The rate of change is a fundamental concept in calculus that tells us how a particular quantity changes as another quantity changes. When dealing with multivariable functions, this is often done using partial derivatives.
In this problem, we're asked to find how the area of a parallelogram, given by the function \(A(a, b, \theta) = ab\sin(\theta)\), changes as we change each of the variables: side \(a\), side \(b\), and the angle \(\theta\).

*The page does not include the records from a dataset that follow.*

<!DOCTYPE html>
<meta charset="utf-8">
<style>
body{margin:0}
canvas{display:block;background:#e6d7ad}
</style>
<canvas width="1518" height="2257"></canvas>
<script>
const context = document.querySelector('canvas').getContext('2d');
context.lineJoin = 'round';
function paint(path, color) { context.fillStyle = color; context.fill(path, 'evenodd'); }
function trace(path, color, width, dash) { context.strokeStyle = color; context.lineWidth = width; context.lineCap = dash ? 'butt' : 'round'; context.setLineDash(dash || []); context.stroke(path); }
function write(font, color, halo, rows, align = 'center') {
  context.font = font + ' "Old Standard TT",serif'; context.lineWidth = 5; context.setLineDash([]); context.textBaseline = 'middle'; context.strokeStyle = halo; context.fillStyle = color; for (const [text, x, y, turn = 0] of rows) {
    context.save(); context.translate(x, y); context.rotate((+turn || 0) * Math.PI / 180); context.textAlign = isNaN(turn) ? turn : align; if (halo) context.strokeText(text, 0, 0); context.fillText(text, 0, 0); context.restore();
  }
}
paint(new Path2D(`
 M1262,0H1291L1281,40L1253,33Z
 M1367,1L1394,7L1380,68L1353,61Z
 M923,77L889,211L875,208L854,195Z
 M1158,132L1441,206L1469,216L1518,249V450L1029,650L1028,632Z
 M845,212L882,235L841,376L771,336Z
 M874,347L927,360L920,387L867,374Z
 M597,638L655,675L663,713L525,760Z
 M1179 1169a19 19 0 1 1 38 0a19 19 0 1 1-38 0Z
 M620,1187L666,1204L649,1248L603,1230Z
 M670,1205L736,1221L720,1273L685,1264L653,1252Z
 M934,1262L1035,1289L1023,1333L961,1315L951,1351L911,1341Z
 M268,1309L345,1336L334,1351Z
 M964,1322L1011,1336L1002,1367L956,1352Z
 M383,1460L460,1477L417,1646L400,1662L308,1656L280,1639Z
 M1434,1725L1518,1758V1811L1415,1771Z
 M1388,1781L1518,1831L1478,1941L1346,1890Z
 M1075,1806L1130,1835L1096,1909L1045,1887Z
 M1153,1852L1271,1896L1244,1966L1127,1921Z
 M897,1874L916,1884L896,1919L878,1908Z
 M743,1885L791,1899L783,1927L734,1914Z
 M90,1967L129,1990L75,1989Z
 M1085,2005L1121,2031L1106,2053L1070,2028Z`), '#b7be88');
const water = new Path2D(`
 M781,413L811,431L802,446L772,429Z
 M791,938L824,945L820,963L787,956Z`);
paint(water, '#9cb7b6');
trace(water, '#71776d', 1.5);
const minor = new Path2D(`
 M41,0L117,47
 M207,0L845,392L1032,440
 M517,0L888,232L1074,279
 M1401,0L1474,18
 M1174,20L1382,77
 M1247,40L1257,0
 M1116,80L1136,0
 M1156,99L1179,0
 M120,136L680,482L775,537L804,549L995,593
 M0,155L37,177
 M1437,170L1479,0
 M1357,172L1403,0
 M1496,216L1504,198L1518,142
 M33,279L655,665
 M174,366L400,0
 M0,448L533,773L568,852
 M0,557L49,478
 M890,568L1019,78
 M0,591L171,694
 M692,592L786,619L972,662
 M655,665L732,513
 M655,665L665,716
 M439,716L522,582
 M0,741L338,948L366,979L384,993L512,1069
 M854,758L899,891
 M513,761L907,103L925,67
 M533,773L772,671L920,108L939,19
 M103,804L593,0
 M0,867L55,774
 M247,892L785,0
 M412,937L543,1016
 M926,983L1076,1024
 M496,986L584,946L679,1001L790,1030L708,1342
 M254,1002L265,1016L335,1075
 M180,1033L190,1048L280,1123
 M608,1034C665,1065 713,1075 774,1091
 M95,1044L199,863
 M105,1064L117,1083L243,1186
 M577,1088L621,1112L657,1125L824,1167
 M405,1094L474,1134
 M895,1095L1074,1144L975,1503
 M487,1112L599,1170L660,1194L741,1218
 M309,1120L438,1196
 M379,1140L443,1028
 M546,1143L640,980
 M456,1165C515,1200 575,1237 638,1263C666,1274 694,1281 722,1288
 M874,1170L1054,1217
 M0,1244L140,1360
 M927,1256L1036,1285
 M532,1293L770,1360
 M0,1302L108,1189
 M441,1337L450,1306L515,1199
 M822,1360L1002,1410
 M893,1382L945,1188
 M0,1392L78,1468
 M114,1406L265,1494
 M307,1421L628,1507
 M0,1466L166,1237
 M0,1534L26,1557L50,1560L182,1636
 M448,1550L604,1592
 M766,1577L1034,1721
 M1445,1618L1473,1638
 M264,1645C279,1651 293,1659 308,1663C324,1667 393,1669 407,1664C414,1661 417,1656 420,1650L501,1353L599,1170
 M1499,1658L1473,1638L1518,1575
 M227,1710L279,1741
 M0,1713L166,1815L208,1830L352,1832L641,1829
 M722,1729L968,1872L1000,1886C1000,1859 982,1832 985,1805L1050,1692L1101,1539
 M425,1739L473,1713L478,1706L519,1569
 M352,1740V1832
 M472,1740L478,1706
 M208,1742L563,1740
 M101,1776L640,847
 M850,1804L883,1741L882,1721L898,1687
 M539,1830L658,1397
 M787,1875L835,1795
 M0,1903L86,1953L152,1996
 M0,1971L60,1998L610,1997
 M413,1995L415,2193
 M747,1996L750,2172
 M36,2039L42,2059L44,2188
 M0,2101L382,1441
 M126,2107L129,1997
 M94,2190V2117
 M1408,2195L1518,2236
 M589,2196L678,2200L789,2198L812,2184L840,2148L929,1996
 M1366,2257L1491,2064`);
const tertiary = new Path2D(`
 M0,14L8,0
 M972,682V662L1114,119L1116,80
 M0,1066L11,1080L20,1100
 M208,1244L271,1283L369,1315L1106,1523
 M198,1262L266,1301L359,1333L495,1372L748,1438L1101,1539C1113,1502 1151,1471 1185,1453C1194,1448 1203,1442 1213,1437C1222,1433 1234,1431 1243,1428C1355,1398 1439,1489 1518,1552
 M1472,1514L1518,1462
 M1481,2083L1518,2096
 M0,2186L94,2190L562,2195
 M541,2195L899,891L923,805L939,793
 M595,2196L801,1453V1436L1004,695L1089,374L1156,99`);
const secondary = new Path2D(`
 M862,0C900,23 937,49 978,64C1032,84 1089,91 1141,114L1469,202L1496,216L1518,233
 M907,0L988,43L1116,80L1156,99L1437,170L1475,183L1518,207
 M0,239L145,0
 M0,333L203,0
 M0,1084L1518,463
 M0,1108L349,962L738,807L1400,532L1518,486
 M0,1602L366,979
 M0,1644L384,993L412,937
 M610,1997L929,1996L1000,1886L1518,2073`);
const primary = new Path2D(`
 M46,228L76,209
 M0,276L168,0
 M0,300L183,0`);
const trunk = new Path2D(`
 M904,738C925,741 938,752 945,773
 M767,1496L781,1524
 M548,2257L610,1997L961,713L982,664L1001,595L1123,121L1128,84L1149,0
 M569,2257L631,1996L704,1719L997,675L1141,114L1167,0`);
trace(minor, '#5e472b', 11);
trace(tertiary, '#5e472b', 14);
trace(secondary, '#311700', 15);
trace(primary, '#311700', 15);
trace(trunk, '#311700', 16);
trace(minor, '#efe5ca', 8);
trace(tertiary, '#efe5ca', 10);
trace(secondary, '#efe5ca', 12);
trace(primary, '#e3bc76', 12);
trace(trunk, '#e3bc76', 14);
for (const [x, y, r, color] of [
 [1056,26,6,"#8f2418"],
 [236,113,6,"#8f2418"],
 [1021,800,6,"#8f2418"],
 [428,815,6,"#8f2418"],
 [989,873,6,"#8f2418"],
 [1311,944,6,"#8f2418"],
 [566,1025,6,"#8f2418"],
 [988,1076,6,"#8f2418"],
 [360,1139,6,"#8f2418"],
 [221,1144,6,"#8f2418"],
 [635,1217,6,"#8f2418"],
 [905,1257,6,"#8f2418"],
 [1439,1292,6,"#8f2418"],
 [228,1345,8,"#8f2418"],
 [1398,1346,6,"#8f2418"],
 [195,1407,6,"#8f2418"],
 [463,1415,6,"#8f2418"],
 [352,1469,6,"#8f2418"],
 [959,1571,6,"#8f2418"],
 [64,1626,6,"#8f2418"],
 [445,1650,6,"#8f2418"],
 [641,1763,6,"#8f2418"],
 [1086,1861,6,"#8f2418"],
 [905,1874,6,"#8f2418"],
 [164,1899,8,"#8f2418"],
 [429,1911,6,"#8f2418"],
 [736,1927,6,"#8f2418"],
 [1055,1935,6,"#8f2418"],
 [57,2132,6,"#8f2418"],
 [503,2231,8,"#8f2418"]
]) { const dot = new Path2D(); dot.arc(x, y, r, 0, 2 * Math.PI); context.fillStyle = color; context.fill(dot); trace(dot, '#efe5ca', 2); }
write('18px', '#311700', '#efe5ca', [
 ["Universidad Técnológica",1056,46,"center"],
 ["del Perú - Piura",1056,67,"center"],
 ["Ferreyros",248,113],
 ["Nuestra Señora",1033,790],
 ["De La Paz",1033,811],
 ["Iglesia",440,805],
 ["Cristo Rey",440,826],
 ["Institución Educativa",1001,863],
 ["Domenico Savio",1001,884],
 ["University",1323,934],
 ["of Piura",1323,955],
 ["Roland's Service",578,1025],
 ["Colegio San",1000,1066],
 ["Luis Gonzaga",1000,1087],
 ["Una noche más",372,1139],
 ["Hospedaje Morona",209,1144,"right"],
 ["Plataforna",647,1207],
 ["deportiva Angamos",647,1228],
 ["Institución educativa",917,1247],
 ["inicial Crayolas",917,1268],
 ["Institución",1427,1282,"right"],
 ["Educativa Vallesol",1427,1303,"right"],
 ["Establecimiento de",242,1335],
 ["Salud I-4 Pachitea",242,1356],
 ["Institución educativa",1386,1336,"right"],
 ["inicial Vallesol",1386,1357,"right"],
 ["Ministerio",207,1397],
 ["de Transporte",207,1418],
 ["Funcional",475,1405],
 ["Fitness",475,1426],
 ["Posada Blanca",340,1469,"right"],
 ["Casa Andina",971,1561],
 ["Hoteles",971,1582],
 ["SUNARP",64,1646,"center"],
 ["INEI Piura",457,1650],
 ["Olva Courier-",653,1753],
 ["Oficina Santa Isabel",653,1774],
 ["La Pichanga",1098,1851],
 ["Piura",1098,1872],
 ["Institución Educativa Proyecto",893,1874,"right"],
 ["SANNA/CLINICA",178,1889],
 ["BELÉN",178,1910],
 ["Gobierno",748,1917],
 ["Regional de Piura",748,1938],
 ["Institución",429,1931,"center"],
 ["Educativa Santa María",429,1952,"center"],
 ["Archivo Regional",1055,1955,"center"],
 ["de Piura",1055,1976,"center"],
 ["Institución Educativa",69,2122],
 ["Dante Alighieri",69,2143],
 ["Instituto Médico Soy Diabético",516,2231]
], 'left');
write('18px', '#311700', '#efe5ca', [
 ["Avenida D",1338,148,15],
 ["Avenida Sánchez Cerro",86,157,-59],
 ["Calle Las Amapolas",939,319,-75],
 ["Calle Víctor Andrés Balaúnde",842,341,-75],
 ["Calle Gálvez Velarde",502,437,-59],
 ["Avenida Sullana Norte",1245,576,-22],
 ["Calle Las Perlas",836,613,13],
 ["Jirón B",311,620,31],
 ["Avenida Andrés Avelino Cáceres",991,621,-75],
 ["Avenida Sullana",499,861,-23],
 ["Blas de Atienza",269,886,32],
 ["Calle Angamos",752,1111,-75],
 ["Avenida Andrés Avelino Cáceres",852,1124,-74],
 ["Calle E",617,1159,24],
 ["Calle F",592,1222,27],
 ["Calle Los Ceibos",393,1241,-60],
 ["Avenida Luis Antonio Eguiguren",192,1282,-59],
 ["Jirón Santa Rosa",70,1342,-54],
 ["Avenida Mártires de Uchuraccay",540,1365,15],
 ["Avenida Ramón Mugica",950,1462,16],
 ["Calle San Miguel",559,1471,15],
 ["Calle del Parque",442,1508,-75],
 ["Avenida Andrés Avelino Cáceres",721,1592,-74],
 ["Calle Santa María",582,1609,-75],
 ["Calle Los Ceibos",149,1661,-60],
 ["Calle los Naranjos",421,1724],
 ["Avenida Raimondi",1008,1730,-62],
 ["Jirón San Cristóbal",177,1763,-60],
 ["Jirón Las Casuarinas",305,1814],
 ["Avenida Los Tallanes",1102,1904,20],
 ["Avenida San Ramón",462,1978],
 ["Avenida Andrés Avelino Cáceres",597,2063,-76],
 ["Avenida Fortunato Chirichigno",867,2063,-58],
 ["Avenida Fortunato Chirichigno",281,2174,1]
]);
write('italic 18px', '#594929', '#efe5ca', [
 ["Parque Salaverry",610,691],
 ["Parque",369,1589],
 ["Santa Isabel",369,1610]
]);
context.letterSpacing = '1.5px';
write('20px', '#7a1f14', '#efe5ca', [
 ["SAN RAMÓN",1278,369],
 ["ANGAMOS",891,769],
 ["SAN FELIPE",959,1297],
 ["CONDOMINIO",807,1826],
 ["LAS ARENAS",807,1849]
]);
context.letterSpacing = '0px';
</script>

• Partial derivative with respect to \(a\): When we find \(\frac{\partial A}{\partial a} = b\sin(\theta)\), we see the rate at which the area changes if the length of side \(a\) changes while keeping \(b\) and \(\theta\) constant.
• Partial derivative with respect to \(b\): Similarly, \(\frac{\partial A}{\partial b} = a\sin(\theta)\) shows the change in area with changes in side \(b\).
• Partial derivative with respect to \(\theta\): The expression \(\frac{\partial A}{\partial \theta} = ab\cos(\theta)\) demonstrates how the area changes as the angle \(\theta\) changes.

These derivatives allow us to understand individually how each parameter influences the area, assuming the other parameters remain fixed.

Understanding the area of a parallelogram is crucial in many applications, especially in geometry and physics. A parallelogram can be easily characterized by its base and height, or alternatively by the lengths of its adjacent sides and the angle between them.
The formula for calculating the area of a parallelogram given by two sides of lengths \(a\) and \(b\), and the angle \(\theta\) between them, is \(A = ab\sin(\theta)\). This formula comes from the fact that the height of the parallelogram can be expressed as \(b\sin(\theta)\) when \(b\) is considered the base.
Therefore, the function \(A(a, b, \theta)\) ties together these geometric properties, providing an expression to calculate how alterations in side lengths or angle affect the area.

• The term \(\sin(\theta)\) adjusts the area calculation for how much 'tallness' the given angle \(\theta\) contributes, as it reflects the vertical component of side \(b\).
• The product \(ab\sin(\theta)\) effectively combines these properties, showing that the area is directly proportional to the sine of the angle, thus morphing with it.

Grasping this formula aids in visualizing how parallelograms adapt with changes in their structure, helping with diverse practical problems.

Multivariable calculus extends the concepts of single-variable calculus to functions of multiple variables. This area of mathematics is particularly powerful in working with functions that change in more than one direction and is pivotal in situations like in the given problem where the area of a parallelogram depends on three variables.
In multivariable calculus, partial derivatives are used to capture how a function changes in response to changes in just one of the variables, while keeping others constant. This is essential when seeking to understand the complex behaviors of systems or functions involving several interacting variables.
The function \(A(a, b, \theta) = ab\sin(\theta)\) is a perfect example of such a multivariable function, where:

• The side lengths \(a\) and \(b\) represent two-dimensional variation.
• The angle \(\theta\) introduces a third dimension of variation, making the function dependent on three distinct dimensions.

Through the use of partial derivatives, we dissect how changes in these dimensions individually influence the area. Multivariable calculus thus provides the tools to navigate and solve problems involving such interconnected variables efficiently.